Время от времени кто-нибудь из них делал полуоборот в сторону и направлял острие своего криса себе в грудь. Порой, воткнув рукоятку криса в землю, они делали над ним круг, прижавшись грудью к острию. Процессия подошла к воротам, и я увидел, что у многих течет кровь из ран на груди, однако они, казалось, совсем не замечали этого.
Следом за этой процессией шли люди с носилками, имевшими форму корыта футов шесть в длину и два в ширину, державшегося на двух длинных бамбуковых шестах. На каждых носилках в домике, похожем на ящик, находился божок.
Когда процессия вступила во двор, окружавший храм, я увидел, как резко возрос эмоциональный накал толпы, насколько возбуждены и взволнованы были зрители. Лица были напряжены, некоторые подались вперед, но их тут же вернули в толпу. Тут мужчины свернули в сторону, а носильщики вдруг двинулись на толпу.
Я нашел себе местечко на глинобитной стене, откуда можно было наблюдать процессию, но сутолока и беспорядок были настолько велики, что трудно было понять происходящее. Пытаясь разглядеть все получше, я подался вперед и вдруг соскользнул со стены во двор.
В это время носильщики беспорядочно метались по двору, явно потеряв над собой контроль, а женщины в толпе пронзительно кричали. Мне казалось, что божков с носилок скинут в толпу, но они, очевидно, были как-то прикреплены и, хоть и раскачивались как маленькое суденышко в шторм, все же крепко держались на швартовах.

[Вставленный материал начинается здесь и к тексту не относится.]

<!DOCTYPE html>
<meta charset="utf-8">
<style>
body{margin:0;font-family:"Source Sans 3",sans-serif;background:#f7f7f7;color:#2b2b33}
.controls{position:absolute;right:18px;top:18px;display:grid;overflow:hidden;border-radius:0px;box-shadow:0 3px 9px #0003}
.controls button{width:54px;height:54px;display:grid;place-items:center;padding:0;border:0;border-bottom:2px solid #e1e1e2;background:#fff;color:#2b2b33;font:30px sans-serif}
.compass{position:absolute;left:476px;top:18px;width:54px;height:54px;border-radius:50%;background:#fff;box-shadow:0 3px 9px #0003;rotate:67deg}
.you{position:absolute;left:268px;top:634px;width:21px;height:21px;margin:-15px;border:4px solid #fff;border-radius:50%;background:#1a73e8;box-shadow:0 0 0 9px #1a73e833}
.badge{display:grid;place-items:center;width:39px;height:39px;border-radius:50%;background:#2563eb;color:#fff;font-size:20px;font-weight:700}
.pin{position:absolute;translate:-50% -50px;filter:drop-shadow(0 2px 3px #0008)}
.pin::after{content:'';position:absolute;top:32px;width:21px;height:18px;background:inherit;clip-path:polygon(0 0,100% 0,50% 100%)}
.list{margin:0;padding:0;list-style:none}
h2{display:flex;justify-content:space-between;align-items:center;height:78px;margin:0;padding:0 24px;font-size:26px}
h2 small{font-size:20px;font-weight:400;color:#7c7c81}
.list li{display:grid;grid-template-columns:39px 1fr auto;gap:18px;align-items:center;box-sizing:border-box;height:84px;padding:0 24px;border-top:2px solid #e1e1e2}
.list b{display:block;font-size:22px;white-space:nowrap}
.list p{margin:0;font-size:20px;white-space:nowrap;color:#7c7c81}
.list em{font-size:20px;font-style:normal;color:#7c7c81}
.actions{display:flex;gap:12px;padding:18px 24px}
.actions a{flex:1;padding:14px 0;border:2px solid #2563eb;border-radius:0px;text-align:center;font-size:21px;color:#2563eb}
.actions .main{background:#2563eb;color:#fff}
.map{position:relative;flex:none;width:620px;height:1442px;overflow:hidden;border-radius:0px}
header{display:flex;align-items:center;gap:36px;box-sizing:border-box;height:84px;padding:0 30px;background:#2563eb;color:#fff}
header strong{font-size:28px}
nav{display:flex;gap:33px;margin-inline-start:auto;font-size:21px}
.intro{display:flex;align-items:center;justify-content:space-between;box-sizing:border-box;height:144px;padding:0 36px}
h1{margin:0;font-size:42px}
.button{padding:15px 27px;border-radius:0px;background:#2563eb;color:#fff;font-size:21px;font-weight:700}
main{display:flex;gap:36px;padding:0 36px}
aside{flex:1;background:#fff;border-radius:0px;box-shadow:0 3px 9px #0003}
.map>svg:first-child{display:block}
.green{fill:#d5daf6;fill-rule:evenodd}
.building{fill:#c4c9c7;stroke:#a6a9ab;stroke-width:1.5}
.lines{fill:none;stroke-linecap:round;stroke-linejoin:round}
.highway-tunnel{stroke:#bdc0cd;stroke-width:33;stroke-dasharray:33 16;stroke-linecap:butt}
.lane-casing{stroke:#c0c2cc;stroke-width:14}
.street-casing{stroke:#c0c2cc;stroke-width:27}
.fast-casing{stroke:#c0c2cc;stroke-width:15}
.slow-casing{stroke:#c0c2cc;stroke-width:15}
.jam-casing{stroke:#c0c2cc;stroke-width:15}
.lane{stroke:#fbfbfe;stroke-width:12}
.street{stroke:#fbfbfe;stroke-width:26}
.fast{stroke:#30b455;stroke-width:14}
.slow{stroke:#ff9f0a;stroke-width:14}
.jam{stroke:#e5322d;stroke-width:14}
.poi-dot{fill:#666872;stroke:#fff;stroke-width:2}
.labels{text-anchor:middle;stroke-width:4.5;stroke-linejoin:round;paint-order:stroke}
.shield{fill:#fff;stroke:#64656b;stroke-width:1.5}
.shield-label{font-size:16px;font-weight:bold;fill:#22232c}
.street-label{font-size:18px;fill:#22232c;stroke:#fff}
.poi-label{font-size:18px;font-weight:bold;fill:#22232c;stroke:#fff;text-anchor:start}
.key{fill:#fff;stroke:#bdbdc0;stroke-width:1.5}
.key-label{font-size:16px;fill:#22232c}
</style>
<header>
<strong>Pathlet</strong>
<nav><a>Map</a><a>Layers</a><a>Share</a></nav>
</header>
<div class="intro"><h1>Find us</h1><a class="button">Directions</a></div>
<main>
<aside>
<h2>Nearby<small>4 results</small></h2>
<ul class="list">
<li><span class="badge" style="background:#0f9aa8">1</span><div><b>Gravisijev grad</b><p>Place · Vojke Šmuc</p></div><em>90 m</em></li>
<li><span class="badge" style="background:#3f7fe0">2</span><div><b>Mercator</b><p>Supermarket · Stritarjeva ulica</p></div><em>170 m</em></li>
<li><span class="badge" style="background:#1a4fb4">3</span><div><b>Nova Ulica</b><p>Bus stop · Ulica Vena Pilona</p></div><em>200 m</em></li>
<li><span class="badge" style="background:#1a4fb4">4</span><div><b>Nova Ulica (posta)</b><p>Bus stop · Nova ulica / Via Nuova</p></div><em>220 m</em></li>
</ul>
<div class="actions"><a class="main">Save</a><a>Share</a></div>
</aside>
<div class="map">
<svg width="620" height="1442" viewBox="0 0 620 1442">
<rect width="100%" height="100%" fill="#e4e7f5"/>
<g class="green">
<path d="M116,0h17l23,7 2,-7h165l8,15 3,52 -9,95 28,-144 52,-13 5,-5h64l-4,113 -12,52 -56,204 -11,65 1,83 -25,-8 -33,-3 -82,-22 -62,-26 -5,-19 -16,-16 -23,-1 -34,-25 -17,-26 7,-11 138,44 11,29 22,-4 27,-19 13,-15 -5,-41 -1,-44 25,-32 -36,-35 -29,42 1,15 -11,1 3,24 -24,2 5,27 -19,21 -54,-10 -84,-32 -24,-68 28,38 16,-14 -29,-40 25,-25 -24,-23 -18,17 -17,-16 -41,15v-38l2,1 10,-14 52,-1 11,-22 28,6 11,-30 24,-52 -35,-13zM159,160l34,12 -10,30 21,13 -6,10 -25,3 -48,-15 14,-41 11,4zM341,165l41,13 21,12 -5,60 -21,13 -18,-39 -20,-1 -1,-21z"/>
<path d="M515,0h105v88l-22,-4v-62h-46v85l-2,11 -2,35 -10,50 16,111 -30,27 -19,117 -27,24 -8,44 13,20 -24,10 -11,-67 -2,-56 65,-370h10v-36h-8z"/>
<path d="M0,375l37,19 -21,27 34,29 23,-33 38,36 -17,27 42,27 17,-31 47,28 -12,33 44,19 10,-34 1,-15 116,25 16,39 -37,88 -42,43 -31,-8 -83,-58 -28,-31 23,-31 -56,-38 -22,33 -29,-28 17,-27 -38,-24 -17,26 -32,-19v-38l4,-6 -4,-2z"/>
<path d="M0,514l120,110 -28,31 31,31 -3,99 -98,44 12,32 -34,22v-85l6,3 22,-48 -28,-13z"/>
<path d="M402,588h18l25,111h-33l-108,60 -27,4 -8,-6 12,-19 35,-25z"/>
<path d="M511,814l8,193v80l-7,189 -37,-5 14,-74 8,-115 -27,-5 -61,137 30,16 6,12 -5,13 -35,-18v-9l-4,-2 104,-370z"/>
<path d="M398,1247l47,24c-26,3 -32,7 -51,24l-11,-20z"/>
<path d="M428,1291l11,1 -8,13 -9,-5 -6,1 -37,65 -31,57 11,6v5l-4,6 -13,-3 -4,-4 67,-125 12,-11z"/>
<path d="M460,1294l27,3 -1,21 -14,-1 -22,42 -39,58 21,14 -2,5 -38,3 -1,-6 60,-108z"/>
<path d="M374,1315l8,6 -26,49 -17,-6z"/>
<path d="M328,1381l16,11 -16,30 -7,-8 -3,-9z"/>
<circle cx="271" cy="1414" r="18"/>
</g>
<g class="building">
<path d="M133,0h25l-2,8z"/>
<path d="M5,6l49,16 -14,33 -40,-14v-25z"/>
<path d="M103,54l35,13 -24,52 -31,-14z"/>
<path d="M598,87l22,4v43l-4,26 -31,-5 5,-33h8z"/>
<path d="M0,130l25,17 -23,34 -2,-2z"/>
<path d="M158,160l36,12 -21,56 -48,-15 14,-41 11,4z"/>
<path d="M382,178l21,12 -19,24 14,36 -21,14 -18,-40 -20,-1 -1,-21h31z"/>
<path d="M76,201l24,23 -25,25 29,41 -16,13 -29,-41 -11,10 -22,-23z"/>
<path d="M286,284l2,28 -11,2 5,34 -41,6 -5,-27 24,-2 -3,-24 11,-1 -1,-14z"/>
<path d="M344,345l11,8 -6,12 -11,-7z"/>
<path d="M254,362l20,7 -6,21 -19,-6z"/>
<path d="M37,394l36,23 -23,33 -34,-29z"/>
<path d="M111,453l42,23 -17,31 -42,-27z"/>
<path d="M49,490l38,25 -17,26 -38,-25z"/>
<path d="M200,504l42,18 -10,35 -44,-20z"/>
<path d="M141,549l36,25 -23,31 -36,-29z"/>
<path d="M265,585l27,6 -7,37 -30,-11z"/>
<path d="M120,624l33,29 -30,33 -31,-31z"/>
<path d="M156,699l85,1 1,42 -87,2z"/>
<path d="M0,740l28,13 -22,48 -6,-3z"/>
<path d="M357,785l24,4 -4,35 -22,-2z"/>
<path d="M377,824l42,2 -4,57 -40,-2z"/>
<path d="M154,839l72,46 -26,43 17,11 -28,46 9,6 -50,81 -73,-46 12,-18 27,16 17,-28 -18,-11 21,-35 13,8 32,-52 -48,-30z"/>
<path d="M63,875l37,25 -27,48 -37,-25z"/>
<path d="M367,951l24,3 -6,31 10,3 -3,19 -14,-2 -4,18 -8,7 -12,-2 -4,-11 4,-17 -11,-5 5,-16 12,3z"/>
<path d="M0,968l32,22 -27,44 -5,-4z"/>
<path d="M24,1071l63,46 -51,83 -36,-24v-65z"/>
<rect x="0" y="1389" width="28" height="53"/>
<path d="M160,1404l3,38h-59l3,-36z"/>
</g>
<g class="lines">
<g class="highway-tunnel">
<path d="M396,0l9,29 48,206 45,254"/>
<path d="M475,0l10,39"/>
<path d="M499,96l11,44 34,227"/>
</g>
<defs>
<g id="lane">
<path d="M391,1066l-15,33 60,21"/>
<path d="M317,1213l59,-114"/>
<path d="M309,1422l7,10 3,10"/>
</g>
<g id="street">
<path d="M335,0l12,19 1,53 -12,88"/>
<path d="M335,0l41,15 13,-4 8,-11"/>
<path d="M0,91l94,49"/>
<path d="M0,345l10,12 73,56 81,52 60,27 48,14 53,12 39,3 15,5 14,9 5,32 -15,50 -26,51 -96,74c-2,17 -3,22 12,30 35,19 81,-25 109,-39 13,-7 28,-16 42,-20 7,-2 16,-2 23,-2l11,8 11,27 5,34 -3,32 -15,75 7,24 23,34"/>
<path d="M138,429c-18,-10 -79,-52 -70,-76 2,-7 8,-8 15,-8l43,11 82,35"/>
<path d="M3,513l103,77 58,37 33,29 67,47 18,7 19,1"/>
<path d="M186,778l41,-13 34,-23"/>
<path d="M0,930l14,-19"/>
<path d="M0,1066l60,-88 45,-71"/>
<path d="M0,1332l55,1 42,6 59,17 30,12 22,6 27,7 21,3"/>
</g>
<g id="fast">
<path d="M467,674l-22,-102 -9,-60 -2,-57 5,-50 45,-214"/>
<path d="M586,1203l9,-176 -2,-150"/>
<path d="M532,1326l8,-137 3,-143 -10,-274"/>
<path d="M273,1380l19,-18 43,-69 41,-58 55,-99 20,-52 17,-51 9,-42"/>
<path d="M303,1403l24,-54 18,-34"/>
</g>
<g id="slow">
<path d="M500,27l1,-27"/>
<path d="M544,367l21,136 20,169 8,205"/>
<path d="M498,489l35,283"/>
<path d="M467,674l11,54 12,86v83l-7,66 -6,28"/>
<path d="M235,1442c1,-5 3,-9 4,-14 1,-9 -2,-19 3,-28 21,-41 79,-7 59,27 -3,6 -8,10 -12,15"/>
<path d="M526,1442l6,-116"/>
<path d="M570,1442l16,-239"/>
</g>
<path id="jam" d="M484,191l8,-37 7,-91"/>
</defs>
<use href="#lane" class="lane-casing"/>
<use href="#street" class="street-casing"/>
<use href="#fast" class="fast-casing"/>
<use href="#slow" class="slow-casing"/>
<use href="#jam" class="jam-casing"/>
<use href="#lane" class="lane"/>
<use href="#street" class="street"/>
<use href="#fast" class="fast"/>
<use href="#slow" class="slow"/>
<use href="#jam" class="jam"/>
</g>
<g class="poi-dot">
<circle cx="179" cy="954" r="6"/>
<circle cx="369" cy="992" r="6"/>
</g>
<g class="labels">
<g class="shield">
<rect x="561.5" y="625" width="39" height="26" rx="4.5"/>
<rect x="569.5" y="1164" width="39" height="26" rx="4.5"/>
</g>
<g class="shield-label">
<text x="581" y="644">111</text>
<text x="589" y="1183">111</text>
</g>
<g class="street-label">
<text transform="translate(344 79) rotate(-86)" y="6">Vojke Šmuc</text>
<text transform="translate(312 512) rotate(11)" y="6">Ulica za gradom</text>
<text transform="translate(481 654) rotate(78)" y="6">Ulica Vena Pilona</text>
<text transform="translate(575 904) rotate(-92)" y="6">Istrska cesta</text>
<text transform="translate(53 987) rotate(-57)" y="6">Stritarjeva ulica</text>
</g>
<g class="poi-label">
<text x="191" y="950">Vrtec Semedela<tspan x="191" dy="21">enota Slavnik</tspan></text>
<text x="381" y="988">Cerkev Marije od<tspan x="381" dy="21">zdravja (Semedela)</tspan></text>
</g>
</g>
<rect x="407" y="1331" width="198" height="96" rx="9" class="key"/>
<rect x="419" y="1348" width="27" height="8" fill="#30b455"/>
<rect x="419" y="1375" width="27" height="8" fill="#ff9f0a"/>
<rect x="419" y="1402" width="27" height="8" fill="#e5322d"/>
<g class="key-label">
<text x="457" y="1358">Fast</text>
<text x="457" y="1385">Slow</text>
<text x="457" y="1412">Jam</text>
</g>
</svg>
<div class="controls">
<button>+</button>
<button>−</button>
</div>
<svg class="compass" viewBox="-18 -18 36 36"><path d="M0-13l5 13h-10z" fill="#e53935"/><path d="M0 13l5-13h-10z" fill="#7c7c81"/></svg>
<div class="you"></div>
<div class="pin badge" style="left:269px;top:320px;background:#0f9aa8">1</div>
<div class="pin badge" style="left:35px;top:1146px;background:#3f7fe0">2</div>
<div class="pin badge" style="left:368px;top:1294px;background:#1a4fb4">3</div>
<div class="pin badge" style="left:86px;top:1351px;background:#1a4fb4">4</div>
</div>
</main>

В воротах храма стремящаяся внутрь толпа создала дикую давку, люди падали, по ним буквально шли другие. Сколько изувечено и убито, я не знаю, но число жертв должно было быть велико. Когда носилки на длинных шестах вонзались в толпу, слышались дикие крики раненых, среди которых было много женщин.
Почетный караул «избранных» к этому времени пришел уже в полное неистовство. Они кружились в толпе, нанося крисами удары друг другу и зрителям, они продолжали выделывать странные пируэты вокруг мечей, рукоятки которых были в земле, а острие — против груди танцующего.
Через несколько минут процессия исчезла в храме. Нескольких окровавленных участников почетного караула служители увели, а лежащих на земле окропили священной водой из тыквенных сосудов. Визг труб и грохот барабанов достиг крещендо. Дикие звуки их еще держались некоторое время, затем резко оборвались.
Участники «танца криса», еще способные идти самостоятельно, пошатываясь, направились к храму, другим помогали служители. Некоторых пришлось нести. Когда последний человек исчез в храме, было уже темно; я настолько устал от впечатлений, что сделал знак своему гиду, и мы молча удалились.
Понять этот обряд можно, только уяснив его значение и эмоциональную ценность для участников. Только тот, кто принимал в нем участие, имеет, вероятно, полное представление о своих мотивах и своей реакции. Но мои друзья на Бали, хорошо знающие страну, говорили, что на острове очень мало душевнобольных и причина тому — эти танцы.
Не знаю, насколько это справедливо. Но этот танец так сильно подействовал на меня, хотя я был всего лишь зрителем, что, на мой взгляд, один сеанс «танца криса» может либо излечить, либо убить неврастеника или просто неуравновешенного психически человека.